■ **Exercise description**: Search the material below for the string "buttons" and copy each line where it appears.

■ **Entries shown**:
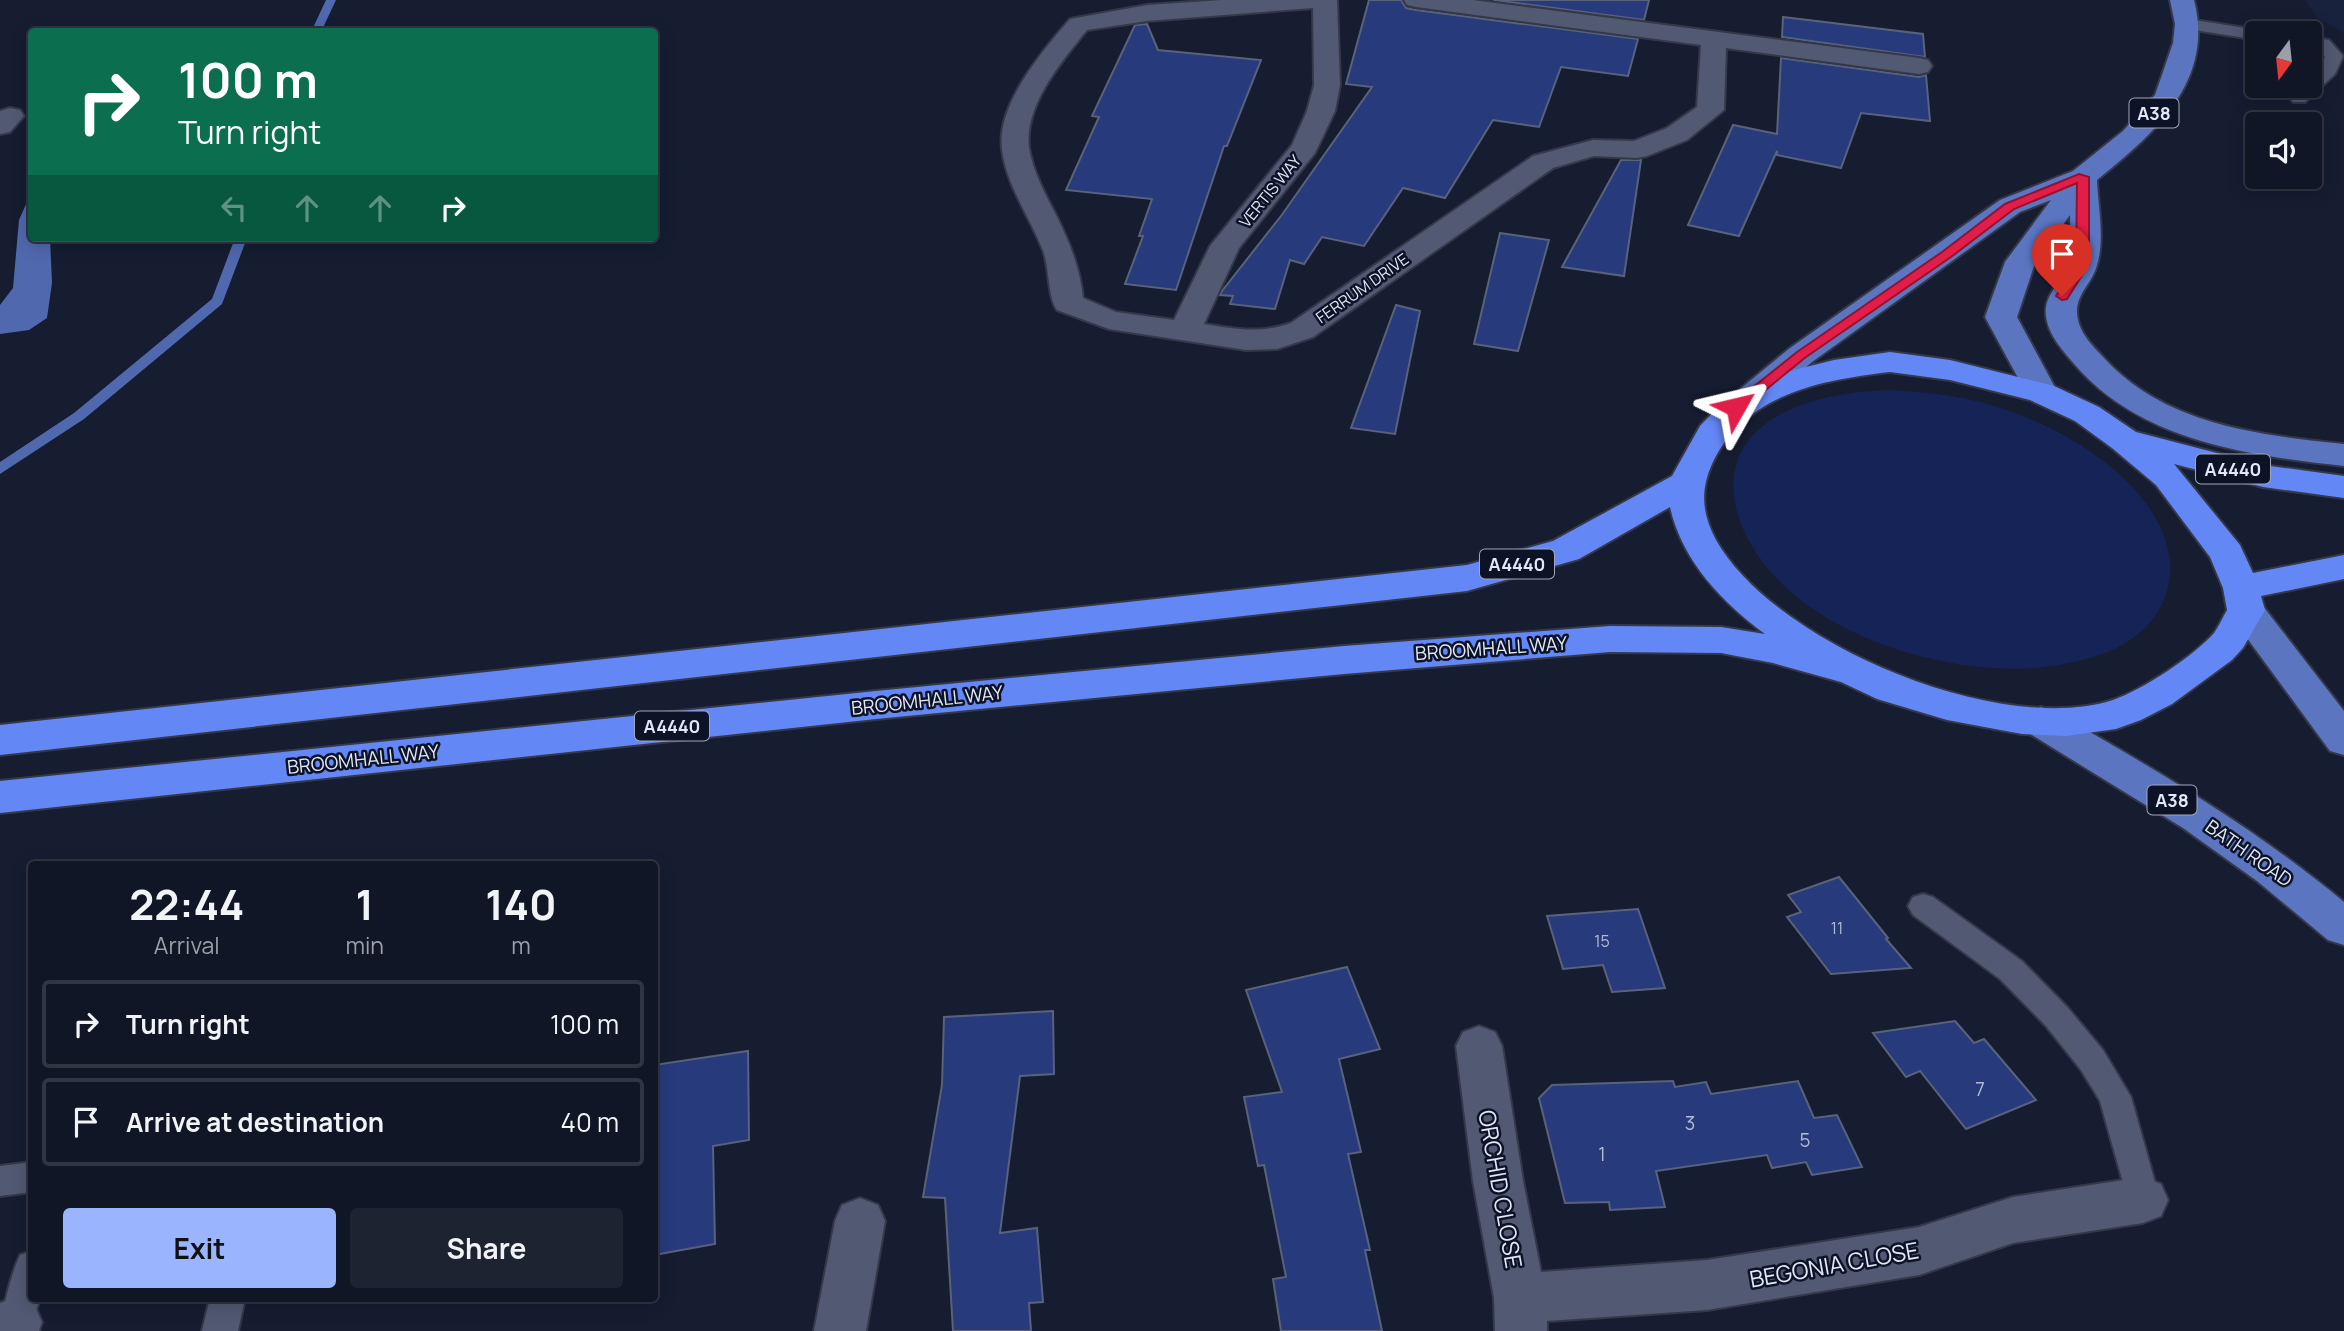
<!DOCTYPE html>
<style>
:root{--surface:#101625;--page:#1e2332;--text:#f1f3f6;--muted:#9c9fa7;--line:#303542;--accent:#9ab5fd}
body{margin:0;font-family:Manrope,sans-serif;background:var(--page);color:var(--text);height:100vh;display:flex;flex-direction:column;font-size:26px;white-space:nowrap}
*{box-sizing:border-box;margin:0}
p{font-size:23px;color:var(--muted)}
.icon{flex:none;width:38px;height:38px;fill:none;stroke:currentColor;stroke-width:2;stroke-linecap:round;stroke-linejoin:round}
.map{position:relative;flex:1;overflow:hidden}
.side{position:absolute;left:28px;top:861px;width:630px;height:441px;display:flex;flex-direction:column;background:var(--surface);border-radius:7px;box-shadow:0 4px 18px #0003,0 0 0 2px var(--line)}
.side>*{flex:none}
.guide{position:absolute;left:28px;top:28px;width:630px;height:214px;border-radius:7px;box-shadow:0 4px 18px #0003,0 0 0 2px var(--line);background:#0b6e4f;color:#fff;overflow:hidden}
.needle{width:46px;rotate:195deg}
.buttons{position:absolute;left:2245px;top:21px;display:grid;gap:14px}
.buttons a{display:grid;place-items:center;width:77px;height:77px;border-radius:7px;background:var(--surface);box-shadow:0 4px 18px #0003,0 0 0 2px var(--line);font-size:35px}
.pin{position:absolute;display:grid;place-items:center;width:60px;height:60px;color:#fff;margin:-72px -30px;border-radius:50% 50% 50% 0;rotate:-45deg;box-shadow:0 0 7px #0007}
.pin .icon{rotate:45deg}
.me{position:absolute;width:77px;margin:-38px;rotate:53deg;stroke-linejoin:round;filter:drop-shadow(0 0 5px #0008)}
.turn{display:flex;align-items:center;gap:24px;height:147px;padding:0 35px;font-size:32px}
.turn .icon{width:91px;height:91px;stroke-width:2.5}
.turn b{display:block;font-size:49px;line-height:60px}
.lanes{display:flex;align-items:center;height:66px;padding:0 35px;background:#0003;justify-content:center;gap:35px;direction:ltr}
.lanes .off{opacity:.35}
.eta{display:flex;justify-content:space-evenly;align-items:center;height:119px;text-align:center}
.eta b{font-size:42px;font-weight:700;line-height:49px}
.button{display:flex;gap:14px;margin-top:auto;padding:14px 35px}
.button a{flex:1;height:80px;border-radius:7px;background:var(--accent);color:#111;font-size:28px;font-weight:700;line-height:80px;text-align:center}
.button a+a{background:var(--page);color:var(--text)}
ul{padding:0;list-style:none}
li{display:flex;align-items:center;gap:21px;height:88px;margin:0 14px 10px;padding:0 21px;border:4px solid var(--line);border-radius:7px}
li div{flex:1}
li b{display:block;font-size:26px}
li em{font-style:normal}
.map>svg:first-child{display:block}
</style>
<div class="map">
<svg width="2344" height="1331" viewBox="0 0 2344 1331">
<rect width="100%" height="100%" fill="#161d31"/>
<path fill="#19223d" d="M2305,0H2344V33L2318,18Z"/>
<path fill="#162356" d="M1894,390C1919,392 1943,394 1967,399C2042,415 2149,469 2168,550C2175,579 2166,606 2145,628C2116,656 2073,664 2035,668C1952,674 1842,643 1781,583C1723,525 1706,441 1799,406C1830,394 1861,391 1894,390Z"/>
<path fill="#5068ae" d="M31,193L32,238H50L52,283L47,318L29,330L0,334V305L13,288L19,220Z"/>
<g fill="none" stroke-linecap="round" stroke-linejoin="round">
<g fill="#5068ae" fill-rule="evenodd">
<path d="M326,0H336L321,32H311Z"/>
<path d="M235,238H247L222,304L84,419L0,474V462L74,413L212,299Z"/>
</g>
</g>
<g fill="#273a7c" stroke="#59627b" stroke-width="2">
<path d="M1369,0H1401L1406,8L1416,10L1638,39L1628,76L1561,67L1539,127L1493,120L1445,198L1403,188L1364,246L1322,237L1304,264L1290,260L1275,309L1230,304L1233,296L1220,295L1222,291L1281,216L1372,87L1346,84Z"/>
<path d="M1493,0H1649L1644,20Z"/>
<path d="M1783,17L1923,34L1925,57L1782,37Z"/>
<path d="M1147,24L1158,50L1261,60L1227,146H1224L1176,290L1125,284L1143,236H1139L1152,199L1066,190L1099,117L1092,116L1135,25Z"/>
<path d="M1781,58L1919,77L1926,75L1930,121L1861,113L1841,168L1777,155V151L1739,236L1688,225L1733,125L1777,134Z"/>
<path d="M1621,160H1641L1624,276L1562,267Z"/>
<path d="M1500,233L1549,240L1518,351L1474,344Z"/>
<path d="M1396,305L1420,311L1395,434L1351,428Z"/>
<path d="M1839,877L1888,938L1886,939L1911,968L1831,974L1787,917L1801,912L1788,895Z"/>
<path d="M1638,909L1665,988L1612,992L1603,965L1563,969L1547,916Z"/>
<path d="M1347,967L1380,1049L1339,1059L1361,1152L1348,1154L1370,1250H1365L1382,1331H1281L1273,1279L1286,1277L1264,1165L1258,1166L1244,1097L1282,1092L1246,990Z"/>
<path d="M1053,1011L1054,1074L1020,1076L1000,1233L1037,1228L1043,1302L1029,1303L1031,1331H953L945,1198L923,1197L942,1085L944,1017Z"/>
<path d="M1955,1021L1974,1043L1984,1039L2036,1100L1966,1129L1920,1071L1906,1077L1873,1033Z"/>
<path d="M748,1051L749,1140L713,1146L715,1244L654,1255V1065Z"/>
<path d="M1673,1081L1675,1087L1706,1082L1711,1094L1798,1081L1814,1118L1837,1115L1862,1167L1812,1175L1806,1162L1772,1168L1767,1155L1656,1171L1665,1207L1610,1210L1609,1202L1565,1203L1539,1098L1552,1085Z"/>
</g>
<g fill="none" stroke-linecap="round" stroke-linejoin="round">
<g stroke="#343849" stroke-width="4">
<g id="lane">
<path d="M2188,19L2258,30L2265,33H2258V40L2182,28L2179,24L2182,20Z"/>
<path d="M2323,39L2329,40L2343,56L2335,74L2305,102H2293L2290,98L2302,86H2310V78L2321,68L2325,57L2314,44Z"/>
<path d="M1923,894L1933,897L2022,961L2068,1008L2103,1050L2131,1097L2160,1200L2155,1211L2143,1216L2131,1211L2100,1101L2081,1070L2046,1026L2000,979L1913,915L1908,906L1913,897Z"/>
<path d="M32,1162V1192L0,1196V1166Z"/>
<path d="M32,1251V1298H40L30,1331H2C0,1314 12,1272 20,1255Z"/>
<path d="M210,1298H245L238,1331H202Z"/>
</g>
</g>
<g stroke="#343849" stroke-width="4">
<g id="street">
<path d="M1222,0H1337L1340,85L1335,111L1315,153L1239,248L1204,324C1234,329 1261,334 1291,323L1533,156L1593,140L1634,141L1667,128L1697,107L1701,45L1416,7L1407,5L1404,0H1473L1919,58L1928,60L1932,66L1928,72L1919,74L1726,48L1724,110L1687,140L1647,156L1637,158L1594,156L1553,168L1313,337L1277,349L1246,350L1109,329L1057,310C1047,296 1050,266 1042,248C1029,216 1006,184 1002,149C996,105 1043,50 1070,19L1147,5ZM1313,8L1314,85L1307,111L1292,145L1210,246L1174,320L1116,312L1083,298C1080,268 1070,244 1057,217C1046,196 1033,172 1029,148C1024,105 1062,61 1087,30L1147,21Z"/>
<path d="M10,108L20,110L24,116L10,132L0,134V111Z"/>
<path d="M1479,1026L1495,1032L1502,1046L1523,1181L1541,1272L1707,1260L1919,1227L2013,1197L2143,1177L2161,1184L2168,1200L2161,1216L2143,1223L2013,1243L1919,1275L1707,1310L1547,1321V1331H1495L1494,1298L1473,1181L1456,1046L1463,1032Z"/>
<path d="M860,1198L878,1205L885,1221L866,1331H814L835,1221L842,1205Z"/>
<path d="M16,1297L34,1304L42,1322L39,1331H0V1303Z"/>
</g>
</g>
<g stroke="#343849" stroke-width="4">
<g id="primary">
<path d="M2170,0H2194C2215,81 2154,134 2097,180C2098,206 2105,239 2097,265C2093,282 2076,294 2077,313C2078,332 2092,345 2104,358C2165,425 2259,435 2344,444V466C2248,455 2143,442 2076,366C2064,352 2048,335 2046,316C2043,294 2063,283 2068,263C2072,248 2070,230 2070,215L2035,263L2017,317L2058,393L2054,400L2042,403L2030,400L1985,317L2005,262L2051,200L2020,212L1812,362L1764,403L1752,406L1740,403L1736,396L1740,389L1790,348L2000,200L2073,171L2123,131L2155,95L2173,43L2175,24Z"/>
<path d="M2246,597L2259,601L2344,711V755L2330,751L2233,619L2227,610L2233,601Z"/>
<path d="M2041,707L2055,712C2155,769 2255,828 2344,902V945L2328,940L2257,881L2183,828L2027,732L2021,722L2027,712Z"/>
</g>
</g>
<g stroke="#343849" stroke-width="4">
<path id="highway" d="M1890,352L1950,360L2054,386L2099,407L2136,432L2263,465L2344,476V498L2263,487L2174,464L2240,545L2253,573L2344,555V579L2261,596L2265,610L2243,648L2232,660L2172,704L2141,720L2116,729L2066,736L2022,734L1947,720L1877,699L1841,682L1773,663L1721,653L1610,652L1344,674L876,719L0,813V781L876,691L1344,646L1610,626L1721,627L1765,634C1722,602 1682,561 1670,507L1579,559L1467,591L0,755V725L1467,565L1553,541L1672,476L1700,426L1719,406L1742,391L1794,370L1834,360ZM1890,372L1950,380L2030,400L2075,421L2112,448L2156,485L2210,557L2223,588L2227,610C2223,617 2219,626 2214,633C2194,656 2142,690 2113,700C1999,737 1774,643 1716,540C1702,514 1700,491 1712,464C1744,394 1821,380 1890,372Z"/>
</g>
<use href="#lane" fill="#515a72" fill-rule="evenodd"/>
<use href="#street" fill="#515a72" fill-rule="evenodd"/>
<use href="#primary" fill="#5c75c1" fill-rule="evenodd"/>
<use href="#highway" fill="#6487f6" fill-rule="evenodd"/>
</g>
<path fill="#e11d48" stroke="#92132f" stroke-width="2" d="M2079,174L2089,177V264L2067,299L2062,300L2056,296L2076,264L2077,183L2014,209L1951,257L1806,357L1741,410H1732V404L1797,352L1942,252L2005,204Z"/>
<g text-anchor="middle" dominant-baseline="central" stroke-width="5" stroke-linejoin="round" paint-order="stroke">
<g font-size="16" fill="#e1e7f5" stroke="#0d1327">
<text transform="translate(1270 191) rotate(-51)">VERTIS WAY</text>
<text transform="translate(1362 288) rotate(-35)">FERRUM DRIVE</text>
</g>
<g font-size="16" fill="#b2bcd7">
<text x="1837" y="928">11</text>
<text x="1602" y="941">15</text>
</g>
<g fill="#0d1327" stroke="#a1a7b7" stroke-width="2">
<rect x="2129.5" y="98.5" width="49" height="29" rx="5"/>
<rect x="2196" y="454.5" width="74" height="29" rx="5"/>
<rect x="1480" y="549.5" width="74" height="29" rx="5"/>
<rect x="635" y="711.5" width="74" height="29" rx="5"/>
<rect x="2147.5" y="785.5" width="49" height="29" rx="5"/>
</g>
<g font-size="18" font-weight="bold" fill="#e1e7f5">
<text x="2154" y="113">A38</text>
<text x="2233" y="469">A4440</text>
<text x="1517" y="564">A4440</text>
<text x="672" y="726">A4440</text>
<text x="2172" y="800">A38</text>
</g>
<g font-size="19" fill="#e1e7f5" stroke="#0d1327">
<text transform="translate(1491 648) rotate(-4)">BROOMHALL WAY</text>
<text transform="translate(927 700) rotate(-6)">BROOMHALL WAY</text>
<text transform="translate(363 759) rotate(-6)">BROOMHALL WAY</text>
<text transform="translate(2249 853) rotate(35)">BATH ROAD</text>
</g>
<g font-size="19" fill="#b2bcd7">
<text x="1980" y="1089">7</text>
<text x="1690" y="1123">3</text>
<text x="1805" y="1140">5</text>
<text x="1602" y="1154">1</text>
</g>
<g font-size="23" fill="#e1e7f5" stroke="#0d1327">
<text transform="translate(1501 1189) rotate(80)">ORCHID CLOSE</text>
<text transform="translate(1834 1264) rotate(-10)">BEGONIA CLOSE</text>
</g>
</g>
</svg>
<div class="buttons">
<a><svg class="needle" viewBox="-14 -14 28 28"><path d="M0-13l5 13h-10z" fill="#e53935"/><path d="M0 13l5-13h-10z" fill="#9c9fa7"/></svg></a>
<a><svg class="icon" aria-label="sound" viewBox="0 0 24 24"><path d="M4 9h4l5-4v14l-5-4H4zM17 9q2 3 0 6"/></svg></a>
</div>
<div class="pin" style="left:2062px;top:296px;background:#d93025"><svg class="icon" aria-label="arrive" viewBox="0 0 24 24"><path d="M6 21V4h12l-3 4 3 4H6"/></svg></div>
<svg class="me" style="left:1736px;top:407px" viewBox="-20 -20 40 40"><path d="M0-17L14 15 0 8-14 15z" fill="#e11d48" stroke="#fff" stroke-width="4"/></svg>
<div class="guide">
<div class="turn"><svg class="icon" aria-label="right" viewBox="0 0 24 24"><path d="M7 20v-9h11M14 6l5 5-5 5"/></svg><div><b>100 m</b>Turn right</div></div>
<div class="lanes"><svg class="icon off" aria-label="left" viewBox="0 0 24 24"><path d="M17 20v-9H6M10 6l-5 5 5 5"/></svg><svg class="icon off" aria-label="ahead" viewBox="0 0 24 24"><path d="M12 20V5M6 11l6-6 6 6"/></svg><svg class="icon off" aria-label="ahead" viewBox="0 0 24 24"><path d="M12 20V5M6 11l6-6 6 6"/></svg><svg class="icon" aria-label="right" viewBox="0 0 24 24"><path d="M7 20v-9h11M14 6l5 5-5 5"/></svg></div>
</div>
<section class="side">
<div class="eta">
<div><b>22:44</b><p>Arrival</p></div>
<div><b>1</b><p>min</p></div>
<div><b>140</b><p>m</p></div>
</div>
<ul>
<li><svg class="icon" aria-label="right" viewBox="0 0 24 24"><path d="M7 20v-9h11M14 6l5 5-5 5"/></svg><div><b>Turn right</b></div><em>100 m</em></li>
<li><svg class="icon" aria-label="arrive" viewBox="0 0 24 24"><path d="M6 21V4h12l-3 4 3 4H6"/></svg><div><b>Arrive at destination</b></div><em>40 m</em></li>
</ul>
<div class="button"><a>Exit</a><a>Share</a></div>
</section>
</div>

■ **Reply**:
.buttons{position:absolute;left:2245px;top:21px;display:grid;gap:14px}
.buttons a{display:grid;place-items:center;width:77px;height:77px;border-radius:7px;background:var(--surface);box-shadow:0 4px 18px #0003,0 0 0 2px var(--line);font-size:35px}
<div class="buttons">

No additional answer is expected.